Le lycée où j’allais finir ma dernière année scolaire avant le bac se situait à l’ouest de la ville, quasiment à l’opposé du quartier de Beaumont. Il avait été construit juste à côté de la prison, au cas où ses élèves n’auraient pas assez bien compris le message de départ. 
— Si tu n’étais pas un bon à rien, nous n’aurions pas une heure de route pour te conduire à l’école, commenta ma tante à mi-chemin. Heureusement que Lucas s’est généreusement proposé de te ramener le soir.
— Lucas ? m’exclamai-je. Il va venir ?
— Parce que tu croyais que j’allais faire quatre heures de voiture par jour pour toi ? Six jours sur sept ? Au prix de l’essence ? Je ne comprends pas qu’ils ne fassent pas de pensionnat là-bas pour les habitants de Sigma ! Et dire que je me retrouve dans cette situation ! Tout ça parce que tu es un idiot !
Elle grogna avec colère et je m’efforçai de ne pas lui répondre.
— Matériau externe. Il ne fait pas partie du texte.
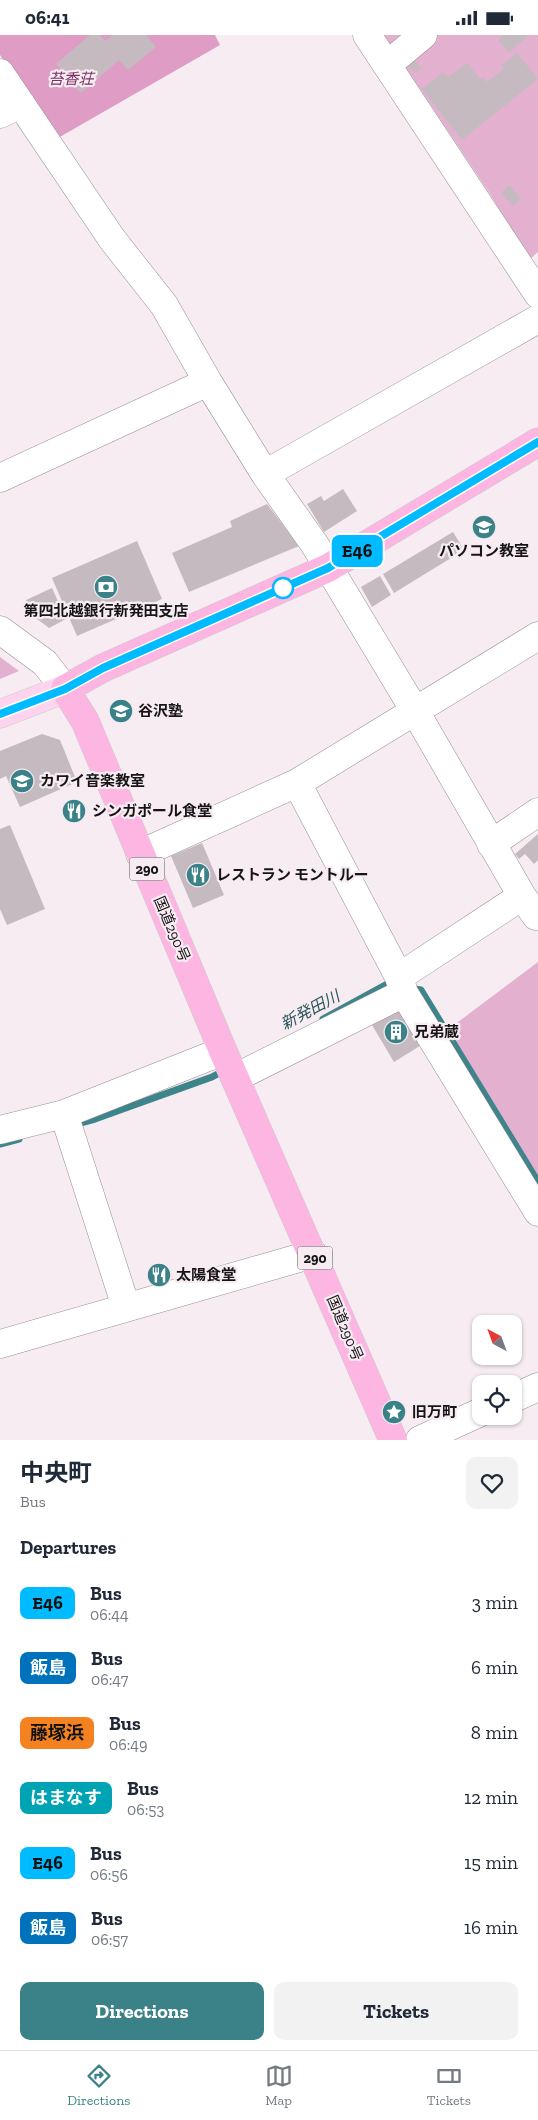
<!DOCTYPE html>
<html lang="en">
<head>
<meta charset="utf-8">
<style>
	:root { --surface:#fff; --page:#f2f2f3; --text:#1f2937; --muted:#747a83; --line:#e0e1e3; --accent:#3a8288 }
	body { margin:0; font-family:"Zilla Slab","Noto Sans JP",serif; background:var(--page); color:var(--text); height:100vh; display:flex; flex-direction:column; font-size:19px; white-space:nowrap }
	* { box-sizing:border-box; margin:0 }
	p { font-size:16px; color:var(--muted) }
	.icon { flex:none; width:28px; height:28px; fill:none; stroke:currentColor; stroke-width:2; stroke-linecap:round; stroke-linejoin:round }
	.map { position:relative; height:1405px; overflow:hidden }
	.side { display:flex; flex-direction:column; background:var(--surface); flex:1 }
	.side>* { flex:none }
	.badge { padding:0 10px; border-radius:8px; font-size:18px; line-height:32px }
	.needle { width:32px; rotate:319deg }
	.buttons { position:absolute; left:472px; top:1280px; display:grid; gap:10px }
	.buttons a { display:grid; place-items:center; width:50px; height:50px; border-radius:10px; background:var(--surface); box-shadow:0 1px 4px #0004; font-size:25px }
	.map>.badge { position:absolute; translate:-50% -50%; box-shadow:0 0 0 2px #fff }
	h2 { padding:0 20px; font-size:19px; line-height:45px }
	.round { display:grid; place-items:center; flex:none; width:52px; height:52px; border-radius:10px; background:var(--page) }
	.head { display:flex; align-items:center; justify-content:space-between; height:85px; padding:0 20px }
	h1 { font-size:24px; font-weight:700; line-height:38px }
	.action { display:flex; gap:10px; margin-top:auto; padding:10px 20px }
	.action a { flex:1; height:58px; border-radius:10px; background:var(--accent); color:#fff; font-size:20px; font-weight:700; line-height:58px; text-align:center }
	.action a+a { background:var(--page); color:var(--text) }
	ul { padding:0; list-style:none }
	li { display:flex; align-items:center; gap:15px; height:65px; padding:0 20px }
	li div { flex:1 }
	li b { display:block; font-size:19px }
	li em { font-style:normal }
	li .badge { min-width:55px; font-weight:700; text-align:center }
	.status { display:flex; justify-content:space-between; align-items:center; height:35px; padding:0 25px; background:var(--surface); direction:ltr }
	.status svg { height:14px; fill:currentColor }
	.tab-bar { display:flex; justify-content:space-around; align-items:center; height:70px; border-top:1px solid var(--line); background:var(--surface); font-size:14px; color:var(--muted) }
	.tab-bar a { display:grid; justify-items:center; gap:2px }
	.tab-bar .selected { color:var(--accent) }
	.map>svg:first-child { display:block }
</style>
</head>
<body>
<div class="status"><b>06:41</b><svg viewBox="0 0 49 12"><path d="M0 12V9h3v3zM5 12V6h3v6zM10 12V3h3v9zM15 12V0h3v12zM26 1h20v11H26zM47 4h2v5h-2z"/></svg></div>
<div class="map">
<svg width="538" height="1405" viewBox="0 0 538 1405">
	<rect width="100%" height="100%" fill="#f6ecf2"/>
	<path fill="#e3b1cf" d="M384,0H538V217L530,224L490,159Z
		M0,622L19,636L0,644Z
		M538,927V1147L446,996Z"/>
	<path fill="#df9dc6" d="M0,0H215L220,10L58,103L0,20Z"/>
	<g fill="none" stroke-linecap="round" stroke-linejoin="round">
		<path stroke="#3e848b" stroke-width="7" d="M409,953L421,955L538,1147
			M323,984L389,948L396,950
			M73,1090L95,1084L212,1042L225,1035
			M0,1109L19,1104"/>
	</g>
	<path fill="#c5bac0" d="M90,0H100L105,6L113,0H146L156,12L128,35L119,25L81,58L56,29Z
		M504,0H529L509,18L498,5Z
		M517,18L538,44L462,105L422,54L443,37L448,42L467,28L480,44L483,42L487,47L504,34L501,30Z
		M413,23L421,34L415,38L407,28Z
		M509,150L521,163L513,171L501,158Z
		M343,454L357,476L324,497L307,469L321,461L324,466Z
		M267,469L299,511L189,557L172,518L232,492L230,486Z
		M453,497L464,515L394,558L383,539Z
		M137,506L162,564L77,601L52,543Z
		M380,541L391,560L372,572L361,552Z
		M52,553L66,584L49,593L32,580L26,565Z
		M42,699L60,705L77,747L20,772L6,741L0,744V716Z
		M10,790L45,874L7,890L0,874V794Z
		M538,799V825L534,829L525,819L519,824L515,819Z
		M202,808L224,860L193,873L171,821Z
		M399,967L423,1009L394,1027L369,985Z"/>
	<g fill="none" stroke-linecap="round" stroke-linejoin="round">
		<g stroke="#988e94" stroke-width="29">
			<path id="minor" d="M367,0L538,259
				M387,30L423,0
				M0,38L112,204L164,270L208,347L265,439L315,510L415,676L522,861L536,881
				M0,79L21,69
				M265,439L538,284
				M0,443L208,347
				M0,595L45,628L65,654
				M297,748L399,942L404,958
				M491,809L538,777
				M140,819L297,748L538,601
				M399,942L522,861
				M235,1043L404,958L538,1177
				M64,1079L126,1272
				M0,1095L64,1079L223,1016
				M0,1309L313,1219
				M514,1363L538,1352
				M420,1405L481,1377"/>
		</g>
		<g stroke="#cccbcc" stroke-width="29">
			<path id="major" d="M0,679L65,654"/>
		</g>
		<g stroke="#cccbcc" stroke-width="29">
			<path id="highway" d="M393,1405L223,1016L85,686L65,654L103,633L328,533L538,407"/>
		</g>
		<use href="#minor" stroke="#fff" stroke-width="28"/>
		<use href="#major" stroke="#fed3ee" stroke-width="28"/>
		<use href="#highway" stroke="#fdb5e2" stroke-width="28"/>
	</g>
	<g fill="none" stroke-linecap="round" stroke-linejoin="round">
		<g stroke="#fff" stroke-width="11">
			<path id="line" d="M0,679L65,654L103,633L328,533L538,407"/>
		</g>
		<use href="#line" stroke="#0bf" stroke-width="8"/>
	</g>
	<defs>
		<g id="school-disc" transform="scale(1.25)"><circle r="9.5" fill="#3a8288" stroke="#f6ecf2"/><path d="M0-5L7-2L0 1L-7-2ZM-4 1L0 2.5L4 1V4Q0 6-4 4Z" fill="#fff"/></g>
		<g id="bank-disc" transform="scale(1.25)"><circle r="9.5" fill="#3a8288" stroke="#f6ecf2"/><path d="M-6-4H6V4H-6ZM0-2.3a2.3 2.3 0 1 0 0 4.6a2.3 2.3 0 1 0 0-4.6Z" fill="#fff"/></g>
		<g id="restaurant-disc" transform="scale(1.25)"><circle r="9.5" fill="#3a8288" stroke="#f6ecf2"/><path d="M-5-6h1v4h1v-4h1v4h1v-4h1v5L-1.5 .5V6h-2V.5L-5-1ZM5-6V6H3V1.5H1.5Q1.5-4 5-6Z" fill="#fff"/></g>
		<g id="building-disc" transform="scale(1.25)"><circle r="9.5" fill="#3a8288" stroke="#f6ecf2"/><path d="M-4-6H4V6H1V3H-1V6H-4ZM-2.5-4.3h1.7v1.8h-1.7ZM.8-4.3h1.7v1.8H.8ZM-2.5-1h1.7V.8h-1.7ZM.8-1h1.7V.8H.8Z" fill="#fff"/></g>
		<g id="sight-disc" transform="scale(1.25)"><circle r="9.5" fill="#3a8288" stroke="#f6ecf2"/><path d="M0-6L1.8-2.2L6-1.7L2.9 1.2L3.7 5.4L0 3.3L-3.7 5.4L-2.9 1.2L-6-1.7L-1.8-2.2Z" fill="#fff"/></g>
	</defs>
	<g fill-rule="evenodd">
		<use href="#school-disc" x="484" y="492"/>
		<use href="#bank-disc" x="106" y="552"/>
		<use href="#school-disc" x="121" y="676"/>
		<use href="#school-disc" x="22" y="746"/>
		<use href="#restaurant-disc" x="74" y="776"/>
		<use href="#restaurant-disc" x="198" y="840"/>
		<use href="#building-disc" x="396" y="997"/>
		<use href="#restaurant-disc" x="159" y="1240"/>
		<use href="#sight-disc" x="394" y="1377"/>
	</g>
	<circle fill="#fff" stroke="#0bf" stroke-width="2.5" cx="283" cy="553" r="10"/>
	<g text-anchor="middle" dominant-baseline="central" stroke-width="4.5" stroke-linejoin="round" paint-order="stroke">
		<g fill="#f6ecf2" stroke="#5a5558" stroke-width="1">
			<rect x="129.5" y="822.5" width="35" height="23" rx="4"/>
			<rect x="297.5" y="1211.5" width="35" height="23" rx="4"/>
		</g>
		<g font-size="14" font-weight="bold" fill="#171416">
			<text x="147" y="834">290</text>
			<text x="315" y="1223">290</text>
		</g>
		<g font-size="15" font-style="italic" fill="#7e3165" stroke="#f6ecf2">
			<text x="71" y="44">苔香荘</text>
		</g>
		<g font-size="15" font-weight="bold" fill="#171416" stroke="#f6ecf2" text-anchor="start">
			<text x="484" y="516" text-anchor="middle">パソコン教室</text>
			<text x="106" y="576" text-anchor="middle">第四北越銀行新発田支店</text>
			<text x="138" y="676">谷沢塾</text>
			<text x="40" y="746">カワイ音楽教室</text>
			<text x="92" y="776">シンガポール食堂</text>
			<text x="216" y="840">レストラン モントルー</text>
			<text x="414" y="997">兄弟蔵</text>
			<text x="176" y="1240">太陽食堂</text>
			<text x="412" y="1377">旧万町</text>
		</g>
		<g font-size="15" fill="#171416" stroke="#f6ecf2">
			<text transform="translate(172 894) rotate(67)">国道290号</text>
			<text transform="translate(345 1293) rotate(67)">国道290号</text>
		</g>
		<g font-size="16" font-style="italic" fill="#2c585c" stroke="#f6ecf2">
			<text transform="translate(310 975) rotate(-28)">新発田川</text>
		</g>
	</g>
</svg>
<div class="buttons">
<a><svg class="needle" viewBox="-14 -14 28 28"><path d="M0-13l5 13h-10z" fill="#e53935"/><path d="M0 13l5-13h-10z" fill="#747a83"/></svg></a>
<a><svg class="icon" aria-label="locate" viewBox="0 0 24 24"><circle cx="12" cy="12" r="6"/><path d="M12 2v4M12 18v4M2 12h4M18 12h4"/></svg></a>
</div>
<b class="badge" style="left:357px;top:516px;background:#0bf;color:#111">E46</b>
</div>
<section class="side">
<div class="head"><div><h1>中央町</h1><p>Bus</p></div><a class="round"><svg class="icon" aria-label="heart" viewBox="0 0 24 24"><path d="M12 20l-8-8c-3-5 5-10 8-4 3-6 11-1 8 4z"/></svg></a></div>
<h2>Departures</h2>
<ul>
<li><span class="badge" style="background:#0bf;color:#111">E46</span><div><b>Bus</b><p>06:44</p></div><em>3 min</em></li>
<li><span class="badge" style="background:#0072bc;color:#fff">飯島</span><div><b>Bus</b><p>06:47</p></div><em>6 min</em></li>
<li><span class="badge" style="background:#f58220;color:#111">藤塚浜</span><div><b>Bus</b><p>06:49</p></div><em>8 min</em></li>
<li><span class="badge" style="background:#00a3b4;color:#fff">はまなす</span><div><b>Bus</b><p>06:53</p></div><em>12 min</em></li>
<li><span class="badge" style="background:#0bf;color:#111">E46</span><div><b>Bus</b><p>06:56</p></div><em>15 min</em></li>
<li><span class="badge" style="background:#0072bc;color:#fff">飯島</span><div><b>Bus</b><p>06:57</p></div><em>16 min</em></li>
</ul>
<div class="action"><a>Directions</a><a>Tickets</a></div>
</section>
<nav class="tab-bar">
<a class="selected"><svg class="icon" aria-label="directions" viewBox="0 0 24 24"><path d="M12 3l9 9-9 9-9-9zM9 14v-3h6M13 9l2 2-2 2"/></svg>Directions</a>
<a><svg class="icon" aria-label="map" viewBox="0 0 24 24"><path d="M3 6l6-2 6 2 6-2v14l-6 2-6-2-6 2zM9 4v14M15 6v14"/></svg>Map</a>
<a><svg class="icon" aria-label="tickets" viewBox="0 0 24 24"><path d="M3 7h18v10H3zM15 7v10"/></svg>Tickets</a>
</nav>
</body>
</html>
Je savais que quoi que je dise, cela ne ferait qu’alimenter sa contrariété.
Nous arrivâmes enfin à mon nouveau lycée et Judith m’éjecta de la voiture sans aucune forme d’encouragement. Je la regardai s’éloigner quelques secondes avant de faire face à l’établissement. Ce n’était rien d’autre qu’un grand bâtiment gris, avec des barreaux aux fenêtres.
Sympa…
J’inspirai doucement et, mon sac à dos sur l’épaule, je gravis les marches menant à l’entrée. Je me retrouvai alors derrière une dizaine d’élèves qui faisaient la queue. Tout en essayant de ne pas me faire remarquer, je me mis sur la pointe des pieds, me demandant pourquoi nous étions en train de nous agglutiner à cinq mètres de la porte. J’aperçus deux gardes, semblables à ceux qui circulaient dehors la nuit, après le couvre-feu. Je ne voyais pas ce qu’ils faisaient, mais je supposai sans conviction qu’ils devaient vérifier qu’aucun des récidivistes que nous étions n’était armé.
Deux gars devant moi étaient en train de discuter :
— Si Big B te l’a dit, c’est que c’est forcément vrai, non ? marmonna le plus blond des deux.
Son voisin haussa les épaules. Il regarda son ami, me laissant entrevoir un visage parsemé de taches de rousseur et des yeux noisette.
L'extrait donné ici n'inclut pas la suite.